No film star or for that matter actor or director has done it better for extended than Clint Eastwood. At 91, he’s still acting and directing, and his latest film, “Cry Macho,” opens this weekend in theaters and is additionally streaming on HBO Max. Despite his age, Eastwood’s star still shines as a director and actor. There is a particular charm to the film for the Eastwood fan, but the movie plows little new ground, and on behalf of me a minimum of, it falls on the lower end of the spectrum of the actor/director’s considerable output.
The story is predicated on a completely unique by N. Richard Nash, published in 1975 after the author attempted to sell it as a movie script. The story has knocked around Hollywood ever since. Arnold Schwarzenegger was set to star in an adaptation in 2011, but production was canceled in need of making the film. Eastwood had screenwriter Nick Schenk revamp Nash’s original screenplay, and therefore the movie which will remind a number of an “afternoon-special” attempt at a tough-guy movie was shot in New Mexico last year despite the challenge of Covid-19.
The story is straightforward. Eastwood’s character, a former rodeo roustabout and horse trainer Mike Milo, owes a debt to big-shot Texas rancher Howard (Dwight Yoakam) for bailing him out of adversity during a coffee point a few years ago. Howard hires Milo to retrieve his 13-year-old son Rafo (Eduardo Minett) and therefore the boy’s prize-fighting rooster, Macho, from the boy’s “abusive” mother in Mexico. Milo is an ornery cuss in classic Eastwood style, but an honorable one who does like kids and animals. He accepts the mission and seeks to retrieve Rafo and Macho.

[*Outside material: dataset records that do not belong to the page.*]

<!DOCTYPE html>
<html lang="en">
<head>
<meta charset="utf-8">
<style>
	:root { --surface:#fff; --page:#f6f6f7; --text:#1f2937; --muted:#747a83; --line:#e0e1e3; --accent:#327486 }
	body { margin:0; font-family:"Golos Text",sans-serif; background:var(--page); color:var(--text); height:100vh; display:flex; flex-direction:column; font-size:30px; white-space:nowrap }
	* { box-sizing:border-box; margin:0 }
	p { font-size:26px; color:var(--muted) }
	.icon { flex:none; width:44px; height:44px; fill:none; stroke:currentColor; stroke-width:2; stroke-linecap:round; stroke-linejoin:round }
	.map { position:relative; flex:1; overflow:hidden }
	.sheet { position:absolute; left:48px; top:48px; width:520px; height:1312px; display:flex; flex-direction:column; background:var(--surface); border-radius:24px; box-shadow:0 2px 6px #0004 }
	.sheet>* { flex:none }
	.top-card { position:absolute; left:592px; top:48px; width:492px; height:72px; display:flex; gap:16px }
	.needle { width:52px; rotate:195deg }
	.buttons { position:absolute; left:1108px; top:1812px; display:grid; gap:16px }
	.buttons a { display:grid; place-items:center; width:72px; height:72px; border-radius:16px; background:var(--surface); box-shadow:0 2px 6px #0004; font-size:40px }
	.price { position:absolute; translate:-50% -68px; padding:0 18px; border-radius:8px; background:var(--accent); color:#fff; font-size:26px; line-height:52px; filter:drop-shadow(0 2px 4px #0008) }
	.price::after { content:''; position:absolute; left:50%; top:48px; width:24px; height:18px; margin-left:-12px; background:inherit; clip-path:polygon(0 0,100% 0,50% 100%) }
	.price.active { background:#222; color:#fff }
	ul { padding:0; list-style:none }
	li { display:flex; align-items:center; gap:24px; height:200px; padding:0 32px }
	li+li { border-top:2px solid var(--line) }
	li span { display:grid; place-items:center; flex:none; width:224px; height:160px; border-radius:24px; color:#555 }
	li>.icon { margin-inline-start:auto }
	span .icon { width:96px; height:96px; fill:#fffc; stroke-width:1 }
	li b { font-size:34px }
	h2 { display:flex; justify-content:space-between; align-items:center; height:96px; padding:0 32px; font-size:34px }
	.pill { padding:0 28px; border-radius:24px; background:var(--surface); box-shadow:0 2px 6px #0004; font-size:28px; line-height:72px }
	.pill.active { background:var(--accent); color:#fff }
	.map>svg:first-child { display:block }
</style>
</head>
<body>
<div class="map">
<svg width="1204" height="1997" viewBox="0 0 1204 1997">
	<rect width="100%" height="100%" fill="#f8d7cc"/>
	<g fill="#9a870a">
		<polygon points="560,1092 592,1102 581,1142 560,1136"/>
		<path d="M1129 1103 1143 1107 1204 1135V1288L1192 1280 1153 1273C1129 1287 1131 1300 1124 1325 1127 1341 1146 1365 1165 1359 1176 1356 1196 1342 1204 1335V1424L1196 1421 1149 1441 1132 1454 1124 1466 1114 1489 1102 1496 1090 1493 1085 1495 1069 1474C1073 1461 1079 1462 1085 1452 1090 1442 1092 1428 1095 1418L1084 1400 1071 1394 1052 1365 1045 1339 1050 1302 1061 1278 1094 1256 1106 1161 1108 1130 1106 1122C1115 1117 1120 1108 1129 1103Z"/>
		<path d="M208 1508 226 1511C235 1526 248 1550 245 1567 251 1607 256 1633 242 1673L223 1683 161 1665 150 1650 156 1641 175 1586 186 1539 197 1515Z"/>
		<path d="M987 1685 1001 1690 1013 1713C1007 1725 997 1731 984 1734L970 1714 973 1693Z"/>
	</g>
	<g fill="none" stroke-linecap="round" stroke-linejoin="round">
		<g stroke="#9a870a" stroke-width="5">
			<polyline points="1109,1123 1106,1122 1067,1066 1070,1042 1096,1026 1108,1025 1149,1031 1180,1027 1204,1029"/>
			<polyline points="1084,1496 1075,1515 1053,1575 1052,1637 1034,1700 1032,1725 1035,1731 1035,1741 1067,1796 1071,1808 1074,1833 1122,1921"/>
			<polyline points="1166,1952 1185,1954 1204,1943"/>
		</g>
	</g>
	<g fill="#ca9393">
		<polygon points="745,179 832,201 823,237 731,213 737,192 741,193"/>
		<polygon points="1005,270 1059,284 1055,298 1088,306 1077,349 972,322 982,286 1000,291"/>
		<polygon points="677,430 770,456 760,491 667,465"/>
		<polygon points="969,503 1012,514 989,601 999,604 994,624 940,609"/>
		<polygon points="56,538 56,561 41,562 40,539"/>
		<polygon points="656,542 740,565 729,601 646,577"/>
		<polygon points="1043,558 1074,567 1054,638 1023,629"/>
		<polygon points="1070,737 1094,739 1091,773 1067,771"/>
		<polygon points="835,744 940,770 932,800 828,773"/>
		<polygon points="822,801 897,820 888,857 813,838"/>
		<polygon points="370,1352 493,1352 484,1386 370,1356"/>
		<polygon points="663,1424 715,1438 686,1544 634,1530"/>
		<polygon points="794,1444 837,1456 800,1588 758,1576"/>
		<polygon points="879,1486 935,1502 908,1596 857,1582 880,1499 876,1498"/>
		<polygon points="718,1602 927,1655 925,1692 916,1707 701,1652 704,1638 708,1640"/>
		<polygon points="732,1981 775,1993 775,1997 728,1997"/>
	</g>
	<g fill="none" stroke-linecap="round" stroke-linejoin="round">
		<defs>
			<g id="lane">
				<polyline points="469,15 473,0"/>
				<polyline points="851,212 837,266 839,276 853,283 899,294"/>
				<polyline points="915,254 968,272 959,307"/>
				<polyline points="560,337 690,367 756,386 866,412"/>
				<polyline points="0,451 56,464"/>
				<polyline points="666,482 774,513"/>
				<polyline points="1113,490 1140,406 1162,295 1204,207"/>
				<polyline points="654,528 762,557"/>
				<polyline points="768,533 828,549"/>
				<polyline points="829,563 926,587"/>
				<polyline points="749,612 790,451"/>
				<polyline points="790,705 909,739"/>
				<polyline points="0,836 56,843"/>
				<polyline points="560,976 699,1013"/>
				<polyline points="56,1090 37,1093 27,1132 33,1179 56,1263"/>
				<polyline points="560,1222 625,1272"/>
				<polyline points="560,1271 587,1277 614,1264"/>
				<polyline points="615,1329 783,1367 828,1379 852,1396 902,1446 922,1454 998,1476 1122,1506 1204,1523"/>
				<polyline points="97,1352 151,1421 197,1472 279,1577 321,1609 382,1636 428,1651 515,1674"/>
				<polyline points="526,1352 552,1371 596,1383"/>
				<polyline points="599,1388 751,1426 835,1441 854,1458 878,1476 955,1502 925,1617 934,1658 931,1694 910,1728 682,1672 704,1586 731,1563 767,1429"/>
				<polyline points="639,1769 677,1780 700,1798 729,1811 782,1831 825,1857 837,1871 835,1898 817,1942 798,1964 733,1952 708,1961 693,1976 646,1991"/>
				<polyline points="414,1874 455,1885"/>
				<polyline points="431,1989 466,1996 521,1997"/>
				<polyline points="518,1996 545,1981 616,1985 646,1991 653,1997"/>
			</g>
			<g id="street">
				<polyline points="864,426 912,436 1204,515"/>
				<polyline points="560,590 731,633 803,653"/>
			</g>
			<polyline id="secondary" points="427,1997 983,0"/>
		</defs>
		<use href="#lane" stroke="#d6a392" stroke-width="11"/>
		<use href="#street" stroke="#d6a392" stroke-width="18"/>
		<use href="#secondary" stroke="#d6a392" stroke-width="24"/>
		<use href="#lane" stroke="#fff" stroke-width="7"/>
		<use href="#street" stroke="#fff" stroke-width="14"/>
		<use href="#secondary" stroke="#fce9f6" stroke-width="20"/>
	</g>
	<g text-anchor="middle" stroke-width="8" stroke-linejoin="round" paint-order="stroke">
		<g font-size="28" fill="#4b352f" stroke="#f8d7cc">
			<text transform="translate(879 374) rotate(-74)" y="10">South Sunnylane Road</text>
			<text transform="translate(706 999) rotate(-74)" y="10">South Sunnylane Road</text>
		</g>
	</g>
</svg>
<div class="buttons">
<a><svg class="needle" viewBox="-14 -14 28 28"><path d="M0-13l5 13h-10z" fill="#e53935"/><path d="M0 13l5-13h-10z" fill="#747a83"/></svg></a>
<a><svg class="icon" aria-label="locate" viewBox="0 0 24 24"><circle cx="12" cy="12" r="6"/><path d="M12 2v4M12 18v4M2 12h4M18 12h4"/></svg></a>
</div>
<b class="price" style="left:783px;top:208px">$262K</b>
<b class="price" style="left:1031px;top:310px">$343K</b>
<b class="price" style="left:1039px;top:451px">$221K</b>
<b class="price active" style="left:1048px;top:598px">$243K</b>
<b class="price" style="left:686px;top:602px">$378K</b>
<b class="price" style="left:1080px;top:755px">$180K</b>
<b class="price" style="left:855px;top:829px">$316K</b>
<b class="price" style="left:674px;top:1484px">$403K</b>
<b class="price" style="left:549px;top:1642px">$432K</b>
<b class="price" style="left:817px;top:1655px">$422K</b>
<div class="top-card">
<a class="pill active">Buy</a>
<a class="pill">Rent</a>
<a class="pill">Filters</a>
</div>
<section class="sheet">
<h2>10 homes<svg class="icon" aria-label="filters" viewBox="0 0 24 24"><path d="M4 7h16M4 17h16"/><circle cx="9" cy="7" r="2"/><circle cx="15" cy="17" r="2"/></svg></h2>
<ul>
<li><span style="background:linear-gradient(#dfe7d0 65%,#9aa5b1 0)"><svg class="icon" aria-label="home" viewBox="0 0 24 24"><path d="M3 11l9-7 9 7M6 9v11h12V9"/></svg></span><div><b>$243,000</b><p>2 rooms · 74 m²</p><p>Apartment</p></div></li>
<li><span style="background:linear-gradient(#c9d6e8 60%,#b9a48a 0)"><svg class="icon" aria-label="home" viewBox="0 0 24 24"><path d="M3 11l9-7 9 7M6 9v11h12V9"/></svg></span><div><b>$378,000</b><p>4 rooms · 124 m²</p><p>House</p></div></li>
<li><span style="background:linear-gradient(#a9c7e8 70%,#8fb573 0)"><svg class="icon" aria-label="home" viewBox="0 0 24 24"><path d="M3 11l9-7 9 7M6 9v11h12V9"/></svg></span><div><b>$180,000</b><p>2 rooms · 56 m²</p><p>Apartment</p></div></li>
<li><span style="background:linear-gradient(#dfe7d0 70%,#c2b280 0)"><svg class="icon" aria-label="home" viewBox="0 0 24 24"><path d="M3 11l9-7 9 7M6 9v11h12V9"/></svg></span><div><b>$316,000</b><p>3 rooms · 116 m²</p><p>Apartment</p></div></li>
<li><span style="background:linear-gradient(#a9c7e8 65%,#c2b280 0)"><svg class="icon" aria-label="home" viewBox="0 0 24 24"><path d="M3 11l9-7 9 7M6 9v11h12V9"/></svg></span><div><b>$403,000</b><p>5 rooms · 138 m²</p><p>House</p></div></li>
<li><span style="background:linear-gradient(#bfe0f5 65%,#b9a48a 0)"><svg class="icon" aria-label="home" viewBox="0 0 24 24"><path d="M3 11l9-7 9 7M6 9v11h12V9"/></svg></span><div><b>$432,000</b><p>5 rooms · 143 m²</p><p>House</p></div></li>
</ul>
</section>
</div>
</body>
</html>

The movie will remind a number of John Wayne’s last film, “The Shootist” about an ailing gunfighter that co-starred a young Ron Howard as a teenager whom Wayne’s character took under his wing. Eastwood’s Milo relates to young Rafo in a similar fashion. “This macho thing is overrated,” Milo relates to the boy toward the climax of the movie. “You think you’ve got all the answers, on the other hand, you grow old and realize you don’t have any. By the time you work it out, it’s too late.” Eastwood’s Milo may be a mellower more introspective, and maybe wiser version of Eastwood’s laconic plug-ugly stereotype. Sure, Eastwood’s character throws a couple of punches, romances a woman, and is on the run in his plan to rescue Rafo and therefore the fighting chicken, but he does take an easier pace.
For the foremost part, the movie’s twists and turns are often anticipated, but the journey is usually quick and enjoyable if you’re an Eastwood fan. Natalia Traven is solid because the widow Milo lightly romances while Rafo takes a shine to at least one of her granddaughters during their stay at the ranch. While the movie doesn’t really fall under the action-drama genre Eastwood is best known, that’s O.K. He’s made dozens of these films that we will rewatch whenever we would like. This movie is somewhat different, maybe a touch bit closer in line together with his 1978 comedy “Any Which Way But Loose.” Though some Eastwood fans might feel a touch disappointed by “Cry Macho,” I enjoyed the film’s slightly different flavor for what it’s instead of what it’s not.